Books about Ethics

Title: Author: Rating: Tag:

5 results found. 

★★★★★ How to Win Friends and Influence People, by Dale Carnegie

The techniques in this book are immortal. Dale Carnegie's book is very compelling 70 years later. The most important aspect of the book is that first and foremost, it is a book about sincerity and deep human values. Winning friends and influencing people comes first from genuine respect and caring for others. The book's techniques provide additional guidance in identifying blind spots in one's behavior that turn off people and create unnecessary friction.

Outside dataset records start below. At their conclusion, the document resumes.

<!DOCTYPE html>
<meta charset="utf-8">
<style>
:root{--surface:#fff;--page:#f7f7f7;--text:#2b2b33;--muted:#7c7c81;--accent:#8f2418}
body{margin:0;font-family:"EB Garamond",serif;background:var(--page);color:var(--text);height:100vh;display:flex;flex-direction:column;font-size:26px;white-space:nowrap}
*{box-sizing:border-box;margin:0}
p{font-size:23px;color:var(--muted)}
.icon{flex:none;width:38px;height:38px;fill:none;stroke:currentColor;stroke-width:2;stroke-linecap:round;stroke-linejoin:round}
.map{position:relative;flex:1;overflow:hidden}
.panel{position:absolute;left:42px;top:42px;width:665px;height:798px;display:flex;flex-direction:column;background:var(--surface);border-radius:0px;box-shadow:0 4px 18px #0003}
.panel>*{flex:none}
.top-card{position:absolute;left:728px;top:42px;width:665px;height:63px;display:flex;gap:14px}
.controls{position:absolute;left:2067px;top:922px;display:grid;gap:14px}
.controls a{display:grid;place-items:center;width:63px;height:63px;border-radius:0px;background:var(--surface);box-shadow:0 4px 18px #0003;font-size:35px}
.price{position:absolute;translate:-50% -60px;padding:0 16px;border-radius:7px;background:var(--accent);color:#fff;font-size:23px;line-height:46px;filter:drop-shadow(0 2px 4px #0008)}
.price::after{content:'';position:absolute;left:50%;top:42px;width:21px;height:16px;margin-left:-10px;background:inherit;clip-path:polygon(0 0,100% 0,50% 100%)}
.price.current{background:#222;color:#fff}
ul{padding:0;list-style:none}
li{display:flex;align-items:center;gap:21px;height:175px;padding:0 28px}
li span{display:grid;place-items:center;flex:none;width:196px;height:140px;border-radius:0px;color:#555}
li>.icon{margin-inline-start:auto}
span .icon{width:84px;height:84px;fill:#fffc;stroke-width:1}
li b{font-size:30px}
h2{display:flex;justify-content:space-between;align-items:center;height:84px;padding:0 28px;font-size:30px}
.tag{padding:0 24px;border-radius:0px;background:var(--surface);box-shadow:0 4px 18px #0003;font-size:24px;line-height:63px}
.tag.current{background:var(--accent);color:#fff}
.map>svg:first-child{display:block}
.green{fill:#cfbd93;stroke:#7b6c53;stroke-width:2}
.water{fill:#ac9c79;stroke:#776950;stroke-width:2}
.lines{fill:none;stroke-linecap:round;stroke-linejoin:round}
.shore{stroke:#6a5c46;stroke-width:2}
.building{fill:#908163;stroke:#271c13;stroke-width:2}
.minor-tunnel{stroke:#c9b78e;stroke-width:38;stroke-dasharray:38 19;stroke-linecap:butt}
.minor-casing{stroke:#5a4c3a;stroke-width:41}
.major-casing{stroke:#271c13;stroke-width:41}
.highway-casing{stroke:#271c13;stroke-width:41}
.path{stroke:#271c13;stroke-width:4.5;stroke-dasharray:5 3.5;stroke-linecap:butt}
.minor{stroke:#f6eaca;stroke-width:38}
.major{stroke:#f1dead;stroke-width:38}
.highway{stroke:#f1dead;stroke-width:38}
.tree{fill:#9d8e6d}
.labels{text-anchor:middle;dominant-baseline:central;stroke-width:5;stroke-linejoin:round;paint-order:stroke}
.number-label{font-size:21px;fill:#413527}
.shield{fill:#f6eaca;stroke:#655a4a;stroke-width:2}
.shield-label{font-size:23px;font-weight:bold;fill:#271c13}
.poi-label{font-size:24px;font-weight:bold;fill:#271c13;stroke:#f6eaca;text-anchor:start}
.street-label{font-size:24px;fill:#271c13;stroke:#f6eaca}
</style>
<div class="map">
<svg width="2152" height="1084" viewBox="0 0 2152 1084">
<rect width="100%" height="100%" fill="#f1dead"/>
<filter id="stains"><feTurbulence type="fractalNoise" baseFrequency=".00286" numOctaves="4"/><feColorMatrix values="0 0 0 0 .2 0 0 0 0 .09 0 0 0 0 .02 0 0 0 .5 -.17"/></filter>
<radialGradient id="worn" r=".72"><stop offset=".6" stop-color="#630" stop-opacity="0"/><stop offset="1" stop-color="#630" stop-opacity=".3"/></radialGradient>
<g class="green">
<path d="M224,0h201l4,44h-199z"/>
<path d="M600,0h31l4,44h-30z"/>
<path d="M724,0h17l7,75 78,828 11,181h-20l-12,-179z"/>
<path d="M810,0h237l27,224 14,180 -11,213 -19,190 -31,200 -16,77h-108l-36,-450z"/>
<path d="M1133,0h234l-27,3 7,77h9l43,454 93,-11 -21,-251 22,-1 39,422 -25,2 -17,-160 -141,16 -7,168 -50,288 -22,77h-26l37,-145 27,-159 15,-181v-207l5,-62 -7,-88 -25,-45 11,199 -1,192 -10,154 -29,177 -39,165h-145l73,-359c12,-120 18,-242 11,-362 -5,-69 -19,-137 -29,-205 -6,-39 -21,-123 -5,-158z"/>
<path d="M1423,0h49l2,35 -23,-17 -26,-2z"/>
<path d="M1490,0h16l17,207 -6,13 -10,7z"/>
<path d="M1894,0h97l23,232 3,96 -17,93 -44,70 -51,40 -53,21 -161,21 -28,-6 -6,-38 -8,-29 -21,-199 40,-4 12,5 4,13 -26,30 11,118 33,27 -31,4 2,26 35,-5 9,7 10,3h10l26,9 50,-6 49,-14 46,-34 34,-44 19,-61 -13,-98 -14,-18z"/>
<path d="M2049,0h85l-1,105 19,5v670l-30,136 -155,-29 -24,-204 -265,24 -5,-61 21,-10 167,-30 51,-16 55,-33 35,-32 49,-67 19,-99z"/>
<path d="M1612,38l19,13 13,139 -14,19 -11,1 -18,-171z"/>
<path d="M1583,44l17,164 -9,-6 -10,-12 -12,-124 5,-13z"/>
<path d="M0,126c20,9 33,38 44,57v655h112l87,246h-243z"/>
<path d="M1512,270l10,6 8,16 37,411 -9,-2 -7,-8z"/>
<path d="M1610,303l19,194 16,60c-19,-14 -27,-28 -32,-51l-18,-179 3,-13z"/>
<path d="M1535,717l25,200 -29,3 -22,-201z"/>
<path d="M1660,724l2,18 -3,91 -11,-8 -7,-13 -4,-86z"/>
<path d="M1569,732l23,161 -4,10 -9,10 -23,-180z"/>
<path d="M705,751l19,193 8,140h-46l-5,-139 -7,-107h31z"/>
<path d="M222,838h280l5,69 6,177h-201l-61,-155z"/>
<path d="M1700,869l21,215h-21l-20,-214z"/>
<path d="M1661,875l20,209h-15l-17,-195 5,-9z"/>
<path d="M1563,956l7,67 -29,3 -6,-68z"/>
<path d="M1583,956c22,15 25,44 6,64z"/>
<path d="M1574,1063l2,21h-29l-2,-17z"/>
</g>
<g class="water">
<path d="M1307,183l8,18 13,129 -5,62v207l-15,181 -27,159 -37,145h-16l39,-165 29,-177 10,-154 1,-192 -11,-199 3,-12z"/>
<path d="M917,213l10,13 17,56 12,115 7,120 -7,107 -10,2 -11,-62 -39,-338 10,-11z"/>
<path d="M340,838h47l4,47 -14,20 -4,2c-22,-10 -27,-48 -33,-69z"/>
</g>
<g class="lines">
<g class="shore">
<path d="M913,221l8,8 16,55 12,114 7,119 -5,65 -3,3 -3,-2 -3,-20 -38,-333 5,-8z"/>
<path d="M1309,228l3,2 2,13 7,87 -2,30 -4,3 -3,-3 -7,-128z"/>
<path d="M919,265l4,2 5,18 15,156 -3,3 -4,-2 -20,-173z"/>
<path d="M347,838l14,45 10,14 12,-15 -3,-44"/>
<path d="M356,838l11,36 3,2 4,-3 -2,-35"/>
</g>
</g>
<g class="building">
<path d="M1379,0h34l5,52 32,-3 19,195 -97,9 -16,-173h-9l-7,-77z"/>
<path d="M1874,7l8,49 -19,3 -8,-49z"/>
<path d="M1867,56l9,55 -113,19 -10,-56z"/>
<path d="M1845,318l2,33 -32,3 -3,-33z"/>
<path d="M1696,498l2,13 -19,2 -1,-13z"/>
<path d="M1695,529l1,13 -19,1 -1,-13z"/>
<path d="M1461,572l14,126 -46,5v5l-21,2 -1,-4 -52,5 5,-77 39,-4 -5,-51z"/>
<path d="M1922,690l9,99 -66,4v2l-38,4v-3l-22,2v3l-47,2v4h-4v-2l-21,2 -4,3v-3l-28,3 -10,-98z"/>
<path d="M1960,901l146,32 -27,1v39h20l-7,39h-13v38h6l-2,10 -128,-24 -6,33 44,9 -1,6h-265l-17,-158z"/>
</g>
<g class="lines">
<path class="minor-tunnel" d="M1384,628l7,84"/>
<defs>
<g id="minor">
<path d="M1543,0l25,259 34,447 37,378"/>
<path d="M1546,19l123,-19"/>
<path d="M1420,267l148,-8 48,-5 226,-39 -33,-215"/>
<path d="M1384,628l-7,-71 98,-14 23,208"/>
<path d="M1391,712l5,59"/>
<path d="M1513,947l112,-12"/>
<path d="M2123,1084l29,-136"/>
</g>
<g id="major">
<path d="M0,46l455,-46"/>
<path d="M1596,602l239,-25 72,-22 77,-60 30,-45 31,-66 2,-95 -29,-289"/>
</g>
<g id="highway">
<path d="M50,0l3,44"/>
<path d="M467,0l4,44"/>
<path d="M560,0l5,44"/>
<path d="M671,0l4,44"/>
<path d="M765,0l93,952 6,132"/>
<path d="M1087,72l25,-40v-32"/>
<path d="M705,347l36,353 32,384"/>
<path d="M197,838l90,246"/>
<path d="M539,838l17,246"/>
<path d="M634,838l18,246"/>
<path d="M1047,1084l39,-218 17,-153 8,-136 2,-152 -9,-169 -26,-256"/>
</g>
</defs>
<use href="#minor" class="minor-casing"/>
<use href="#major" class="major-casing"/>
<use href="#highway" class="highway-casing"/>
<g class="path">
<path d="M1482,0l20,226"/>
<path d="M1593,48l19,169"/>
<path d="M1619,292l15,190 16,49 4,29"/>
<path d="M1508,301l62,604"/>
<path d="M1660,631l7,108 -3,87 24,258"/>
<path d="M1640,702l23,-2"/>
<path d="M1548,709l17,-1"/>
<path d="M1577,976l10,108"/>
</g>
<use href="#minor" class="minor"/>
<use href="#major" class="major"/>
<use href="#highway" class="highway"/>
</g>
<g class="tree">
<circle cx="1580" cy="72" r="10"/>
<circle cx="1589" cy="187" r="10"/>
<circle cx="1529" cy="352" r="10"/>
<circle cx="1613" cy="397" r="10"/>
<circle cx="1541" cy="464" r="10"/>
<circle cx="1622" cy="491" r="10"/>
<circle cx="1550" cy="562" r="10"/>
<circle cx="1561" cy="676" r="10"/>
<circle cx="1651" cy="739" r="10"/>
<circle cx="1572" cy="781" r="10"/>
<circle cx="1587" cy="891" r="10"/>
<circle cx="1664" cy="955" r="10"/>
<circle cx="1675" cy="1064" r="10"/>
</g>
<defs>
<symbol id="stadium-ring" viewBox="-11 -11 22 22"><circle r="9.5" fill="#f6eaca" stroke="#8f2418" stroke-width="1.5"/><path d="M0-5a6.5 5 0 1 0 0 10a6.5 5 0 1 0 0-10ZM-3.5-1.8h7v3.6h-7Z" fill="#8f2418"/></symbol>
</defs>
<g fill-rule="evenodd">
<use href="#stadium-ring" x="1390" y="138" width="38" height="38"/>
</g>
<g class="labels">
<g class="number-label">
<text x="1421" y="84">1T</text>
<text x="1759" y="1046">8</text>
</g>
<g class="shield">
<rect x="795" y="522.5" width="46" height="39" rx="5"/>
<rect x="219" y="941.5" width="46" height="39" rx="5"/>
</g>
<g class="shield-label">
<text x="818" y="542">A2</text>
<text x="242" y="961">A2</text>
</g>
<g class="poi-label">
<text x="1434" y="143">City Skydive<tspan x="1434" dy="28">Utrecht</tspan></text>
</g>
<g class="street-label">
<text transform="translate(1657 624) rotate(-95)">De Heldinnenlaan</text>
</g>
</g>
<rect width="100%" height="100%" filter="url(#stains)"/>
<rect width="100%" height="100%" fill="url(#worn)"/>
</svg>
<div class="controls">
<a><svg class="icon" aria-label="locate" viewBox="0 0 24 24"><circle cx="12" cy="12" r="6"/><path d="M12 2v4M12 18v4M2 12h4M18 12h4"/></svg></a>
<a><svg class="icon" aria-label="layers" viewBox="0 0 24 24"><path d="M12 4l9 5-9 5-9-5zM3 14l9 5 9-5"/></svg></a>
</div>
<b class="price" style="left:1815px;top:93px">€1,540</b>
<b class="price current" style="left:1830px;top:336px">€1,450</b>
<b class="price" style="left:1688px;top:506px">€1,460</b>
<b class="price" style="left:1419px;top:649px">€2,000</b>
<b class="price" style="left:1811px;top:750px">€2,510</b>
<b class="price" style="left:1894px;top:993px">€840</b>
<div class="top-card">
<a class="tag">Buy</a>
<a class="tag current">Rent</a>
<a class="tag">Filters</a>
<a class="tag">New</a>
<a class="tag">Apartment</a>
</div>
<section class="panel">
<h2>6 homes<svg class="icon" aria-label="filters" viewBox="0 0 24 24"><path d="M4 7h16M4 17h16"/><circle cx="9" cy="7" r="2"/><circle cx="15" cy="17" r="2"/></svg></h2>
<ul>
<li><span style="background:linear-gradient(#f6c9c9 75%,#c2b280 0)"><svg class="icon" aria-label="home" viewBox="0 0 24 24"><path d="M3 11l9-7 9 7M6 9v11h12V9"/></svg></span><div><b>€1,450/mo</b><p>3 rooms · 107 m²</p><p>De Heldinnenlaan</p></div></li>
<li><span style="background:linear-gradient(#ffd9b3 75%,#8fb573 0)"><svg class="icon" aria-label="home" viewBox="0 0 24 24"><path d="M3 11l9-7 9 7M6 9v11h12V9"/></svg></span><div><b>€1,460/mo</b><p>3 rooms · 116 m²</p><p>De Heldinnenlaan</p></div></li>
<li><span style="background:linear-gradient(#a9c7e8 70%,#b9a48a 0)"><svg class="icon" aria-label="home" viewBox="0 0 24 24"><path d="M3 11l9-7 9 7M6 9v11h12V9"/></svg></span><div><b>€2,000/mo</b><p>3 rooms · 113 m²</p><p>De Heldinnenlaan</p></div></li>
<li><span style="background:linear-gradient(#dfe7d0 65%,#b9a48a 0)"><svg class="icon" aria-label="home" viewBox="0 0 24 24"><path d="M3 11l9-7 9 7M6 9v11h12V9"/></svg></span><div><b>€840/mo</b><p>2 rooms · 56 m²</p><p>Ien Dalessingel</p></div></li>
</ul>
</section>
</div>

Tags: leadership business ethics

★★★★★ The No Asshole Rule, by Robert Sutton

Every person has encountered demeaning jerks in the workplace and had to face their intimidation and attacks. This excellent book is a survival guide to how you can keep your sanity in such an environment. It also illustrates that we may also at times behave like creeps and provides us ways to recognize and avoid such behavior. The book shows examples of successful jerks, but points out how such success could be delusional because there are high costs with such behavior. Finally, the author explains how an institution can create and implement a policy against such destructive people.

Tags: business management ethics

★★★★ The Art of Being Kind, by Stefan Einhorn

This is primarily an ethics book discussing the concept of kindness in various situations. It attempts to explain what true kindness is and also explores situations where people create harm by assuming what they do is a kind act. The author tries to look at kindness in different cultures, but it is not given sufficiently good treatment. Overall, a good book.

Tags: ethics

★★★★ The Prince, by Niccolo Machiavelli

"The Prince" is an all-time reviled book and the term "Machiavellian" is closely associated with evil and cunning. But read it and you will find that it is astonishingly relevant to our times, especially world politics and business competition. Machiavelli became notorious because he put on paper what many people actually think and he put his focus on the ends instead of the means. There is evil in this world and people exhibit selfish, ungrateful and destructive behavior. For someone to succeed as a leader in the real world, it is necessary to expect and prepare for it. Modern issues like the Iraq War and Business Outsourcing can be analyzed through the lens of this book and it is interesting to see what answers they reveal. The only minus of this book is its use of long-forgotten examples from the times of the author. You cannot fault the author for doing that, of course, as he wouldn't have known that centuries later, people would be still be reading him.

Tags: leadership politics ethics

★★★ There's No Such Thing as 'Business' Ethics, by John Maxwell

I was searching the local library for a book related to business ethics, when I came across this title in the web search of the library. Since the search result did not show the quotes around the word "business", I was a bit shocked. I thought the author, John C. Maxwell, was probably suggesting that ethics have no role in the business world. On looking up the book at the library, I saw the quotes, but I still didn't get it until I read the sub-text to the title, "There's only one rule for making decisions."

The author's primary point is that there is no separate set of rules that one lives by at the business place. He says that to conduct business ethically, we don't need to create another set of rules. We just need to follow the ethical rules that would apply in any situation, whether it is at home, in the workplace or in the playground.

The book's message resonates with me. I agree with the author that a person who lives by proper ethical decisions in his or her personal life will have no problems conducting an ethical business. Business is just another activity that the person must apply his or her life philosophy or rules to. Thus, the author makes his argument that there is no "business" ethics - there is just "ethics" which one may apply to different circumstances and situations in life.